Uit een studie van volkeren uit beide halfronden blijkt dat mensen in landen die verder van de evenaar verwijderd zijn, meer grijze materie en grotere ogen hebben dan mensen uit zonnigere landen. Noordelijke populaties hebben zich immers sinds hun migratie naar Europa, zo’n 40.000 jaar geleden, op die manier aangepast zodat ze beter kunnen functioneren tijdens slecht weer en donkere dagen.

Dat betekent echter niet noodzakelijk dat mensen uit het noorden slimmer zijn. De extra capaciteit in het brein wordt ingenomen door stof die het zicht regelt. Minder licht betekent immers dat de hersenen en de ogen harder moeten werken. Bredere pupillen nemen meer daglicht op en een groter netvlies kan meer details onderscheiden en hogere resolutiebeelden produceren.

Scandinavië
Britse wetenschappers van de universiteit van Oxford onderzochten de oogkassen en hersenvolumes van 55 schedels uit de jaren 1800 van 12 volkeren van over de hele wereld en vergeleken de resultaten met de poolshoogte van het land van herkomst.
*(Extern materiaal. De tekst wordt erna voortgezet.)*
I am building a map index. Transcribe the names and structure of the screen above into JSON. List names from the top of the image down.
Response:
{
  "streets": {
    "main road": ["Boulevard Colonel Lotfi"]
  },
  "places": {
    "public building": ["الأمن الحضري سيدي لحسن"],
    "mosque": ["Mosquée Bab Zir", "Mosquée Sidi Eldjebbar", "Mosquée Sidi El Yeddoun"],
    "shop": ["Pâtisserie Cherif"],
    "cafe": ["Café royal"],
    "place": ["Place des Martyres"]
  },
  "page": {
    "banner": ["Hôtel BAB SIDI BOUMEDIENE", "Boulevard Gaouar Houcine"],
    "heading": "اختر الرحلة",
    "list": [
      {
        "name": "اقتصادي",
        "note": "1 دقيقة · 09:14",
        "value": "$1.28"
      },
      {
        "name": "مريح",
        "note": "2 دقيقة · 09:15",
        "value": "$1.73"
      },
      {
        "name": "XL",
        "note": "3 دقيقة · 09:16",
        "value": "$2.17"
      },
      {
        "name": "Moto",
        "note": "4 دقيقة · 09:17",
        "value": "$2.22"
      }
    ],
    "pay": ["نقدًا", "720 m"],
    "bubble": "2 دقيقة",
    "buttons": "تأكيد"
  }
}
Zo werd duidelijk dat de grootste hersenholtes uit Scandinavië kwamen en de kleinste uit Micronesië. Hetzelfde verschil werd opgemerkt met betrekking tot het oogvolume. De studie hield ook rekening met het feit dat mensen in noordelijke gebieden over het algemeen groter zijn en de mogelijkheid dat de grootte van de oogkassen ook kan worden gelinkt aan meer vet rond de oogballen als bescherming tegen koud weer.

Vogels
Volgens de onderzoekers kunnen de bevindingen zelfs toegepast worden op verschillende gemeenschappen in eenzelfde land.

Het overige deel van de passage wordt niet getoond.